Data shown
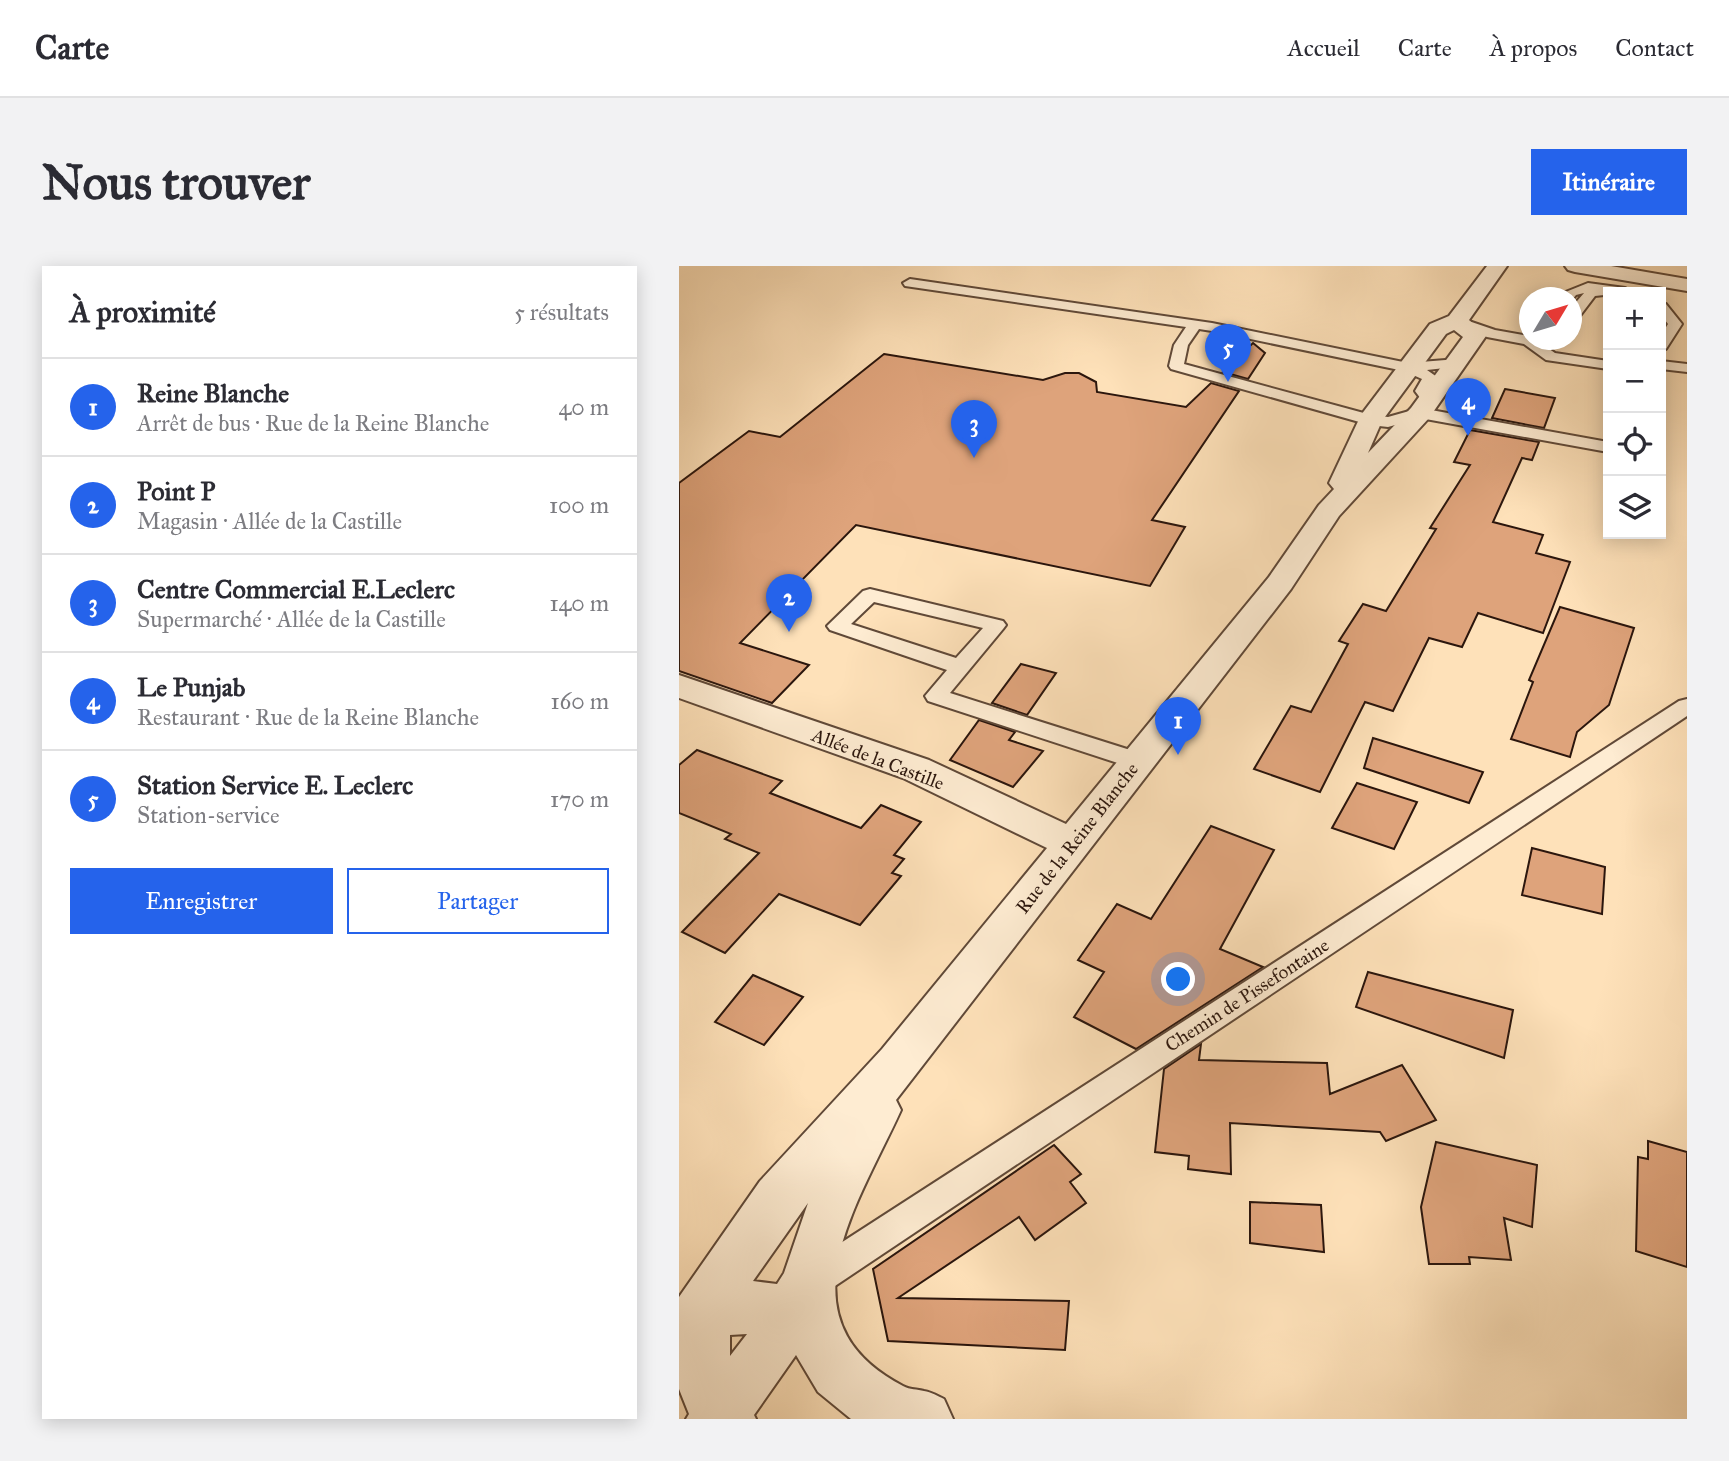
<!DOCTYPE html>
<html lang="fr">
<meta charset="utf-8">
<style>
:root{--surface:#fff;--page:#f2f2f3;--text:#2b2b33;--muted:#7c7c81;--line:#e1e1e2;--accent:#2563eb}
body{margin:0;font-family:"IM FELL Great Primer",serif;background:var(--page);color:var(--text)}
.controls{position:absolute;right:21px;top:21px;display:grid;overflow:hidden;border-radius:0px;box-shadow:0 4px 18px #0003}
.controls button{width:63px;height:63px;display:grid;place-items:center;padding:0;border:0;border-bottom:2px solid var(--line);background:var(--surface);color:var(--text);font:35px sans-serif}
.compass{position:absolute;left:840px;top:21px;width:63px;height:63px;border-radius:50%;background:var(--surface);box-shadow:0 4px 18px #0003;rotate:52deg}
.you{position:absolute;left:500px;top:714px;width:24px;height:24px;margin:-18px;border:5px solid #fff;border-radius:50%;background:#1a73e8;box-shadow:0 0 0 10px #1a73e833}
.badge{display:grid;place-items:center;width:46px;height:46px;border-radius:50%;background:var(--accent);color:#fff;font-size:23px;font-weight:700}
.pin{position:absolute;translate:-50% -58px;filter:drop-shadow(0 2px 4px #0008)}
.pin::after{content:'';position:absolute;top:37px;width:24px;height:21px;background:inherit;clip-path:polygon(0 0,100% 0,50% 100%)}
.list{margin:0;padding:0;list-style:none}
h2{display:flex;justify-content:space-between;align-items:center;height:91px;margin:0;padding:0 28px;font-size:30px}
h2 small{font-size:23px;font-weight:400;color:var(--muted)}
.list li{display:grid;grid-template-columns:46px 1fr auto;gap:21px;align-items:center;box-sizing:border-box;height:98px;padding:0 28px;border-top:2px solid var(--line)}
.list b{display:block;font-size:26px;white-space:nowrap}
.list p{margin:0;font-size:23px;white-space:nowrap;color:var(--muted)}
.list em{font-size:23px;font-style:normal;color:var(--muted)}
.actions{display:flex;gap:14px;padding:21px 28px}
.actions a{flex:1;padding:16px 0;border:2px solid var(--accent);border-radius:0px;text-align:center;font-size:24px;color:var(--accent)}
.actions .main{background:var(--accent);color:#fff}
.icon{flex:none;width:38px;height:38px;fill:none;stroke:currentColor;stroke-width:2;stroke-linecap:round;stroke-linejoin:round}
.map{position:relative;flex:none;width:1008px;height:1153px;overflow:hidden;border-radius:0px}
header{display:flex;align-items:center;gap:42px;box-sizing:border-box;height:98px;padding:0 35px;background:var(--surface);border-bottom:2px solid var(--line)}
header strong{font-size:33px}
nav{display:flex;gap:38px;margin-inline-start:auto;font-size:24px}
.intro{display:flex;align-items:center;justify-content:space-between;box-sizing:border-box;height:168px;padding:0 42px}
h1{margin:0;font-size:49px}
.button{padding:18px 32px;border-radius:0px;background:var(--accent);color:#fff;font-size:24px;font-weight:700}
main{display:flex;gap:42px;padding:0 42px}
aside{flex:1;background:var(--surface);border-radius:0px;box-shadow:0 4px 18px #0003}
.map>svg:first-child{display:block}
</style>
<header>
<strong>Carte</strong>
<nav><a>Accueil</a><a>Carte</a><a>À propos</a><a>Contact</a></nav>
</header>
<div class="intro"><h1>Nous trouver</h1><a class="button">Itinéraire</a></div>
<main>
<aside>
<h2>À proximité<small>5 résultats</small></h2>
<ul class="list">
<li><span class="badge">1</span><div><b>Reine Blanche</b><p>Arrêt de bus · Rue de la Reine Blanche</p></div><em>40 m</em></li>
<li><span class="badge">2</span><div><b>Point P</b><p>Magasin · Allée de la Castille</p></div><em>100 m</em></li>
<li><span class="badge">3</span><div><b>Centre Commercial E.Leclerc</b><p>Supermarché · Allée de la Castille</p></div><em>140 m</em></li>
<li><span class="badge">4</span><div><b>Le Punjab</b><p>Restaurant · Rue de la Reine Blanche</p></div><em>160 m</em></li>
<li><span class="badge">5</span><div><b>Station Service E. Leclerc</b><p>Station-service</p></div><em>170 m</em></li>
</ul>
<div class="actions"><a class="main">Enregistrer</a><a>Partager</a></div>
</aside>
<div class="map">
<svg width="1008" height="1153" viewBox="0 0 1008 1153">
<rect width="100%" height="100%" fill="#fee1b9"/>
<filter id="stains"><feTurbulence type="fractalNoise" baseFrequency=".00286" numOctaves="4"/><feColorMatrix values="0 0 0 0 .2 0 0 0 0 .09 0 0 0 0 .02 0 0 0 .5 -.17"/></filter>
<radialGradient id="worn" r=".72"><stop offset=".6" stop-color="#630" stop-opacity="0"/><stop offset="1" stop-color="#630" stop-opacity=".3"/></radialGradient>
<g fill="#dea37b" stroke="#2b160d" stroke-width="2">
<path d="M574,77L586,87L569,113L544,106Z"/>
<path d="M205,88L364,114L386,107H400L417,116L418,126L507,141L532,117L560,125L473,254L506,261L471,320L177,259L61,377L130,399L93,437L0,405V217L70,165L101,171Z"/>
<path d="M826,123L876,132L865,162L813,152Z"/>
<path d="M791,164L860,176L853,194L843,192L814,256L864,269L857,287L891,296L864,367L799,347L783,381L750,372L714,445L686,436L641,526L575,503L612,440L632,446L669,378L660,375L684,338L707,345L757,263L751,262L791,199L775,196Z"/>
<path d="M881,341L955,362L930,439L898,466L891,491L832,473L854,416L850,414Z"/>
<path d="M342,398L377,407L348,449L313,437Z"/>
<path d="M300,454L336,466L330,474L364,485L334,521L271,494Z"/>
<path d="M694,472L804,506L790,537L685,502Z"/>
<path d="M18,484L103,515L91,527L182,562L202,539L242,556L215,589L225,593L213,607L222,610L181,659L100,628L46,687L3,666L80,587L46,573L52,568L0,547V499Z"/>
<path d="M678,517L738,536L715,583L653,562Z"/>
<path d="M532,560L595,584L541,683L584,701L457,783L395,751L425,706L399,694L438,638L472,653Z"/>
<path d="M853,582L926,601L923,648L843,629Z"/>
<path d="M689,706L834,744L825,792L677,741Z"/>
<path d="M74,709L124,731L85,779L36,756Z"/>
<path d="M522,778L520,794L648,797L651,828L723,799L757,854L707,875L701,866L551,857L552,908L509,903L510,890L476,886L485,803Z"/>
<path d="M969,875L1008,886V1001L957,985L959,891L969,893Z"/>
<path d="M757,876L858,899L853,961L825,952L832,994L790,991L791,998H750L742,941Z"/>
<path d="M375,879L402,908L391,916L407,937L356,974L340,951L219,1032L390,1035L386,1084L209,1075L194,1003Z"/>
<path d="M571,936L642,939L645,986L571,977Z"/>
</g>
<g fill="none" stroke-linecap="round" stroke-linejoin="round">
<g stroke="#604938" stroke-width="4">
<g id="service">
<path d="M231,13L533,57L729,97L779,93L784,94L786,97L784,100L748,104L758,111L752,125L758,134L750,139L745,137L736,125L743,113L725,105L533,65L520,63L509,79L505,98L692,149L709,151L741,142L929,176V186L741,152L709,161L691,159L492,103L490,100L495,79L507,61L226,20L224,17Z"/>
<path d="M909,17L946,22L953,26L916,30L897,55L892,56V42L905,27L897,29L892,35V32H883L884,27Z"/>
<path d="M982,37L987,38L1003,58L987,83L982,84V69L989,58L982,49Z"/>
<path d="M778,51L816,64L850,70V74H857L876,87L929,95V103L867,94L845,78L808,71L773,58L771,55Z"/>
<path d="M982,95L1008,98V106L982,103Z"/>
<path d="M191,323L324,355L327,359L324,363L271,427L467,489L470,495L467,501L459,503L451,501L249,435L246,430L268,404L151,364L148,360L184,325ZM195,336L304,362L277,392L172,358Z"/>
<path d="M1008,433V450L144,1028L132,1033L120,1028L115,1016L120,1004L1000,435Z"/>
</g>
</g>
<g stroke="#604938" stroke-width="4">
<g id="minor">
<path d="M808,0H828L790,54L807,70L750,152L660,250L612,323L217,834L222,844C180,937 97,1054 224,1120C231,1124 238,1123 245,1125C252,1126 259,1130 265,1133L274,1153H172L139,1126L117,1089L75,1149L77,1153H7L10,1148L0,1123V1031L81,915L203,783L368,582L224,512L0,432V409L250,494L387,558L590,311L640,239L655,223L650,217L682,149L751,58L770,50ZM775,64L784,71L732,142L689,187L703,155L767,68ZM129,937L105,1007L98,1018L74,1015ZM68,1068L51,1090V1069Z"/>
<path d="M886,0H932L1008,13V25L896,6L889,4Z"/>
</g>
</g>
<use href="#service" fill="#feecd2" fill-rule="evenodd"/>
<use href="#minor" fill="#feecd2" fill-rule="evenodd"/>
</g>
<g text-anchor="middle" dominant-baseline="central" stroke-width="5" stroke-linejoin="round" paint-order="stroke">
<g font-size="19" fill="#2b160d" stroke="#feecd2">
<text transform="translate(199 493) rotate(21)">Allée de la Castille</text>
<text transform="translate(398 572) rotate(-52)">Rue de la Reine Blanche</text>
<text transform="translate(568 729) rotate(-33)">Chemin de Pissefontaine</text>
</g>
</g>
<rect width="100%" height="100%" filter="url(#stains)"/>
<rect width="100%" height="100%" fill="url(#worn)"/>
</svg>
<div class="controls">
<button>+</button>
<button>−</button>
<button><svg class="icon" aria-label="locate" viewBox="0 0 24 24"><circle cx="12" cy="12" r="6"/><path d="M12 2v4M12 18v4M2 12h4M18 12h4"/></svg></button>
<button><svg class="icon" aria-label="layers" viewBox="0 0 24 24"><path d="M12 4l9 5-9 5-9-5zM3 14l9 5 9-5"/></svg></button>
</div>
<svg class="compass" viewBox="-18 -18 36 36"><path d="M0-13l5 13h-10z" fill="#e53935"/><path d="M0 13l5-13h-10z" fill="#7c7c81"/></svg>
<div class="you"></div>
<div class="pin badge" style="left:499px;top:489px">1</div>
<div class="pin badge" style="left:110px;top:366px">2</div>
<div class="pin badge" style="left:295px;top:192px">3</div>
<div class="pin badge" style="left:789px;top:170px">4</div>
<div class="pin badge" style="left:549px;top:116px">5</div>
</div>
</main>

Task item
I need every line of the material that includes "transform", so please copy them out.

Exercise response
<text transform="translate(199 493) rotate(21)">Allée de la Castille</text>
<text transform="translate(398 572) rotate(-52)">Rue de la Reine Blanche</text>
<text transform="translate(568 729) rotate(-33)">Chemin de Pissefontaine</text>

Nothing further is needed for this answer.